Me llama la atención la frivolidad con la que, en los ámbitos eclesiásticos y universitarios, se califican estas manifestaciones como insustanciales, frívolas o superficiales. Unos y otros olvidan que, desde los más remotos tiempos, las imágenes han sido objeto de culto en el doble sentido de esta palabra: en el religioso y en el artístico. Es sabido que las representaciones paleolíticas, además de constituir un esparcimiento lúdico, cumplían la función sagrada de propiciar la caza. Actualmente el estudio de las imágenes está alcanzando una importancia decisiva desde el punto de vista artístico, educativo, publicitario e informativo.

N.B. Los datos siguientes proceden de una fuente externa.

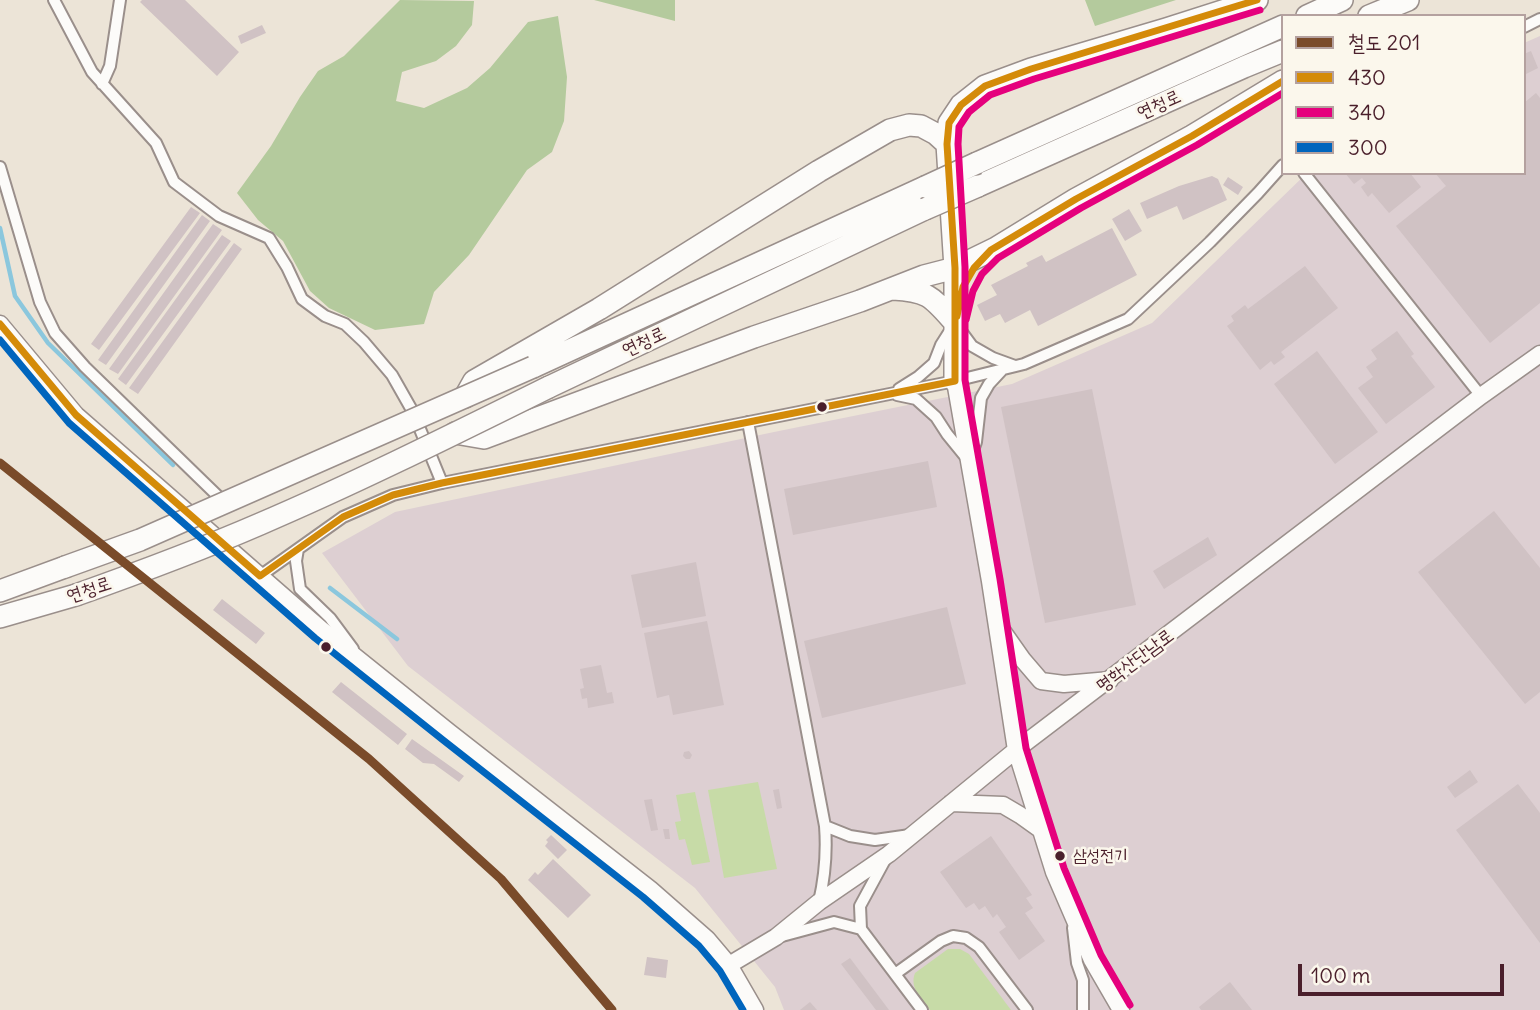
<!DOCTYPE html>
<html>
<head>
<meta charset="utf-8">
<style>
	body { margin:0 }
	#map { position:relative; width:1540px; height:1010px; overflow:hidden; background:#ece4d7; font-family:Delius,"Poor Story",sans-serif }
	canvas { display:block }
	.legend { position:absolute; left:1281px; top:14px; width:245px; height:161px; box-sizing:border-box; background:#fbf7ec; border:2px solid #b4a19f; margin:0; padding:9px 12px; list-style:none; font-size:21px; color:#4a1f2b }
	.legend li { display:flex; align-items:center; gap:14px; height:35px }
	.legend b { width:35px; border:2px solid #b4a19f }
	.scale { position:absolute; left:1298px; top:964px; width:206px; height:32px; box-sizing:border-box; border:4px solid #4a1f2b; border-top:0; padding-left:9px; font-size:21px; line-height:24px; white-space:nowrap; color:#4a1f2b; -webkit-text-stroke:5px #fbf7ec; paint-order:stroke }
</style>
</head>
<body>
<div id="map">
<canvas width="1540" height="1010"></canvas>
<ul class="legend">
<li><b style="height:9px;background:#7a4b2a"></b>철도 201</li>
<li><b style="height:9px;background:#d48b09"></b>430</li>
<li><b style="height:9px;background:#e5007d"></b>340</li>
<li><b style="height:9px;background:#0065bd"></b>300</li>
</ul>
<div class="scale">100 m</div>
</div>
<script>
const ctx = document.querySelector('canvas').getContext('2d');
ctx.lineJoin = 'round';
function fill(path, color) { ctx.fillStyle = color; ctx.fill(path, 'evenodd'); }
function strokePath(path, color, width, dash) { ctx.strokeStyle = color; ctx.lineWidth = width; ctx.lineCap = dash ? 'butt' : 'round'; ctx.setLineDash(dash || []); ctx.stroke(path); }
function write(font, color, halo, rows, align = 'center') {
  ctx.font = font + ' Delius,"Poor Story",sans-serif'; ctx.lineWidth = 5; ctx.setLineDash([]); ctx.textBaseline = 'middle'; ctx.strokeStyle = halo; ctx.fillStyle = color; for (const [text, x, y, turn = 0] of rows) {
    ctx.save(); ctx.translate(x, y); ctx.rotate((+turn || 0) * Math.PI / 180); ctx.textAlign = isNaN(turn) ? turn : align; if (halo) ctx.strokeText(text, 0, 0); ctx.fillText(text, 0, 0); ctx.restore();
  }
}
fill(new Path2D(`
	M1540,36V1010H784L775,987L695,888L408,666L322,553L395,512L774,432L1012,384L1152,323L1307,173H1524V43Z`), '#ddcfd2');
fill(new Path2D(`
	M758,782L777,869L724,878L708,790Z
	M695,792L710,862L692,865L685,839L679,840L675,822L681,821L676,795Z
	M948,949H960L969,954L1011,1010H930C922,999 909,988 915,973Z`), '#c7dba7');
fill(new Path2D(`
	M400,0L474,1L472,25L456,46L436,61L402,72L396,101L424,108L467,88L490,68L528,22L558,16L567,77L564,121L552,152L527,170L469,255L434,292L424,324L375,330L329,308L310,291L283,241L258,220L237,193L271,146L300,97L318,71L344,56Z
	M594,0H675V21Z
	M1085,0H1176L1095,26Z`), '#b4ca9d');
strokePath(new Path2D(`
	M0,228L15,296L48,343L173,465
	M330,588L397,639`), '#8bc7dd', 4.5);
fill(new Path2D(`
	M142,0H185L239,52L217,76L140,2Z
	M262,25L266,33L241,44L238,36Z
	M1531,51L1538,68L1524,75V54Z
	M1536,93L1540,98V303L1490,343L1396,226L1446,186L1435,173H1524V103Z
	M1345,173H1410L1421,187L1389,213L1372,193L1368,197L1361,187L1366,183L1362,178L1354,184Z
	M1212,176L1218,179L1227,200L1183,220L1177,206L1147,219L1140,203L1179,186Z
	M1228,177L1243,187L1238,195L1223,185Z
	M191,207L200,213L99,350L91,344Z
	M1129,209L1142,231L1125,241L1112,219Z
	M202,215L210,221L106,365L98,360Z
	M213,224L222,230L118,374L109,369Z
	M1112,228L1137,275L1038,326L1030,310L1005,323L1000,314L985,321L977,305L997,295L991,285L1028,266L1026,263L1042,255L1046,262Z
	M222,235L231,241L126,385L118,379Z
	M234,243L242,249L138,394L129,388Z
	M1305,266L1338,308L1281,352L1285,357L1274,365L1271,361L1260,370L1227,326L1234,321L1231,316L1245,305L1248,309Z
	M1397,331L1414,354L1411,356L1435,387L1386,424L1358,388L1373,377L1366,367L1377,359L1371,350Z
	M1317,351L1378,432L1335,464L1274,384Z
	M1092,389L1136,605L1045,623L1001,407Z
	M928,461L937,507L793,535L784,489Z
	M1494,511L1540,568V692L1525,704L1418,572Z
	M1208,537L1217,555L1164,589L1153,571Z
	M696,562L706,616L642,628L631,575Z
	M222,599L265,633L256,644L213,610Z
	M947,607L966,684L822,718L804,641Z
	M707,621L724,705L673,715L669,695L657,698L644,633Z
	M601,665L607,693L612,692L614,703L588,708L587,698L582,699L580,689L584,688L580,669Z
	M341,682L407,734L398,745L332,692Z
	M412,739L464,776L459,782L434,764L423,763L405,749Z
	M689,751L692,755L690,759H686L683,756L684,752Z
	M1470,770L1478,782L1455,798L1447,787Z
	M1518,784L1540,813V943L1456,830Z
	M779,789L782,808L777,809L773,790Z
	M652,799L658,830L651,831L644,800Z
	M663,829H669L670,839H665Z
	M551,835L567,850L558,859L545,846L548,842L546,840Z
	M991,836L1032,895L1026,898L1033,908L1025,913L1045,941L1019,960L999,932L1006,927L997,914L993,918L985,906L979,910L974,903L966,908L940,872Z
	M553,859L591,895L568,918L528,880L535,872L538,875Z
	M647,957L668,960L666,978L644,975Z
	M850,958L889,1010H876L841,964Z
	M1230,982L1252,1010H1201L1199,1007Z
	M810,1002L817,1010H800Z`), '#d0c2c4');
const street = new Path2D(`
	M54,0L92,72L156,143L174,182L219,216L269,238L287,267L302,299L325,316L345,324L364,342L392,375L413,412L442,483
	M1524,27L1540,19
	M102,84L110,66L120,0
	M0,167L40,302L55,333L85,367L225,503
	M1304,173L1481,396
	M899,389L918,377L934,363L941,345L955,323L972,346L993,358L1015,366
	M897,395L916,399L936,417L947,434L969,461L976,442L981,398L989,384L1002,370
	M748,422L825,826
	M298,549L296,561L300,589L330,618L353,649
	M260,576L343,517L393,495L442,483L955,381L1024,364L1128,319L1210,242L1258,193L1283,165
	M819,902C825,876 827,852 825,826L850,836L875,840L910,835
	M1073,928L1077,963L1083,980V1010
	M861,929L922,1010
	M861,929L860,906L886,858
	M782,936L834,922L861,929
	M895,974L941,941L953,936L966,938L979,947L1027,1010`);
const secondary = new Path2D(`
	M0,324L76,415L260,576L322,630L449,732L650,889L707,939L729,965L755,1010
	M955,381L990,581L1016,750L1054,872L1092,960L1121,1010
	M999,626L1023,660L1041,681L1064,684L1110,680
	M951,803L1003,805L1020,815L1041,830
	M729,965L776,937L819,902L889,854L1016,750L1481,396L1540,354`);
const highway = new Path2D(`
	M1307,16L1342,0
	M1369,16L1408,0
	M977,163L1283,26
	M978,186L1244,67L1283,51
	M893,289C929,291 932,297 955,323
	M533,367L925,187
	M955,381V268L947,144L949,123L961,105L985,86L1031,69L1166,29L1257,0
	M549,387L925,209
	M465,397L474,381L599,309L819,171L890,130L909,125L921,126L936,134L947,144
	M455,433L484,438L754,337L860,301L924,276L955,268L996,248L1076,199L1192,136L1283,81
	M0,591L65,567
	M0,617L76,595`);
strokePath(street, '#9a8f8b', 14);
strokePath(secondary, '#9a8f8b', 19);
strokePath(highway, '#9a8f8b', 24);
strokePath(street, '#fcfbf9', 10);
strokePath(secondary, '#fcfbf9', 16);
strokePath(highway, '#fcfbf9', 21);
const highwayBridge = new Path2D(`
	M925,187L977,163
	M925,209L978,186
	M65,567L140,540L533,367
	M76,595C138,573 200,550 260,524C358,482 454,434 549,387`);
strokePath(highwayBridge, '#9a8f8b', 24, []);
strokePath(highwayBridge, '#fcfbf9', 21);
strokePath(new Path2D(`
	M957,316L963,287L974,268L991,250L1076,199L1192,136L1283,81
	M0,324L76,415L260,576L343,517L393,495L442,483L955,381V268L947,144L949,123L961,105L985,86L1031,69L1257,0`), '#d48b09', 7);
strokePath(new Path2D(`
	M966,320L973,291L982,274L998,258L1081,208L1197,145L1283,93
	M1130,1005L1101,955L1064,868L1026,748L1000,579L965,380V267L958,144L959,127L969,112L990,95L1034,79L1260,10`), '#e5007d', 7);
strokePath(new Path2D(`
	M0,340L69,423L315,638L443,740L643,897L699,946L720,971L743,1010`), '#0065bd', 7);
strokePath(new Path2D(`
	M0,463L369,759L501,879L612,1010`), '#7a4b2a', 9);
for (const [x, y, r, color] of [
	[822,407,6,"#4a1f2b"],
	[326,647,6,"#4a1f2b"],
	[1060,856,6,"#4a1f2b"]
]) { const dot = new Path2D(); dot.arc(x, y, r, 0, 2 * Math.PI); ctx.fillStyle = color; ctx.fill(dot); strokePath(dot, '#fbf7ec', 2.5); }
write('17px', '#4a1f2b', '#fbf7ec', [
	["삼성전기",1073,856]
], 'left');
write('19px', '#4a1f2b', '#fbf7ec', [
	["연청로",1159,105,-24],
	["연청로",644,342,-25],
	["연청로",89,590,-18],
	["명학산단남로",1135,661,-37]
]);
</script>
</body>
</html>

La pervivencia de estas manifestaciones religiosas y culturales resulta fácil de explicar si excavamos en el fondo de nuestras acciones rutinarias. Hemos de reconocer que el fundamento de la práctica permanente y universal de exhibir y de venerar las imágenes reside en la facultad humana de simbolizar, en esa capacidad –y en esa necesidad- de convertir todos los objetos en portadores de significación. Las imágenes no sólo son pantallas en las que proyectamos nuestra interpretación de la vida personal, sino también unos soportes privilegiados en los que esbozamos nuestra concepción individual y colectiva del mundo en el que creemos, esperamos y amamos. Poseen, además, una dimensión mágica, en el sentido más noble de esta palabra, ya que facilitan un acercamiento y una apropiación de sus contenidos referenciales concentrando nuestras aspiraciones íntimas y nuestros temores ancestrales. Recordemos que la imagen es el origen de todos los demás lenguajes y que, actualmente, es el procedimiento más universal para explicarnos a nosotros mismos y para transmitir sensaciones, sentimientos e ideas. Pero es que, además, cuando contemplamos con admiración esas imágenes, realizamos un acto de animación, las llenamos de vida y hacemos que realmente nos devuelvan unas respuestas que influyen en nuestras actitudes y en nuestros comportamientos. Entre las diversas obras que explican el papel que ejercen las imágenes me permito recomendar el excelente libro del profesor Hans Belting titulado Antropología de la imagen (Katz, 2010) en el que propone una ciencia general de la imagen que sirve para enriquecer su concepto y para fundamentar sus diferentes aplicaciones.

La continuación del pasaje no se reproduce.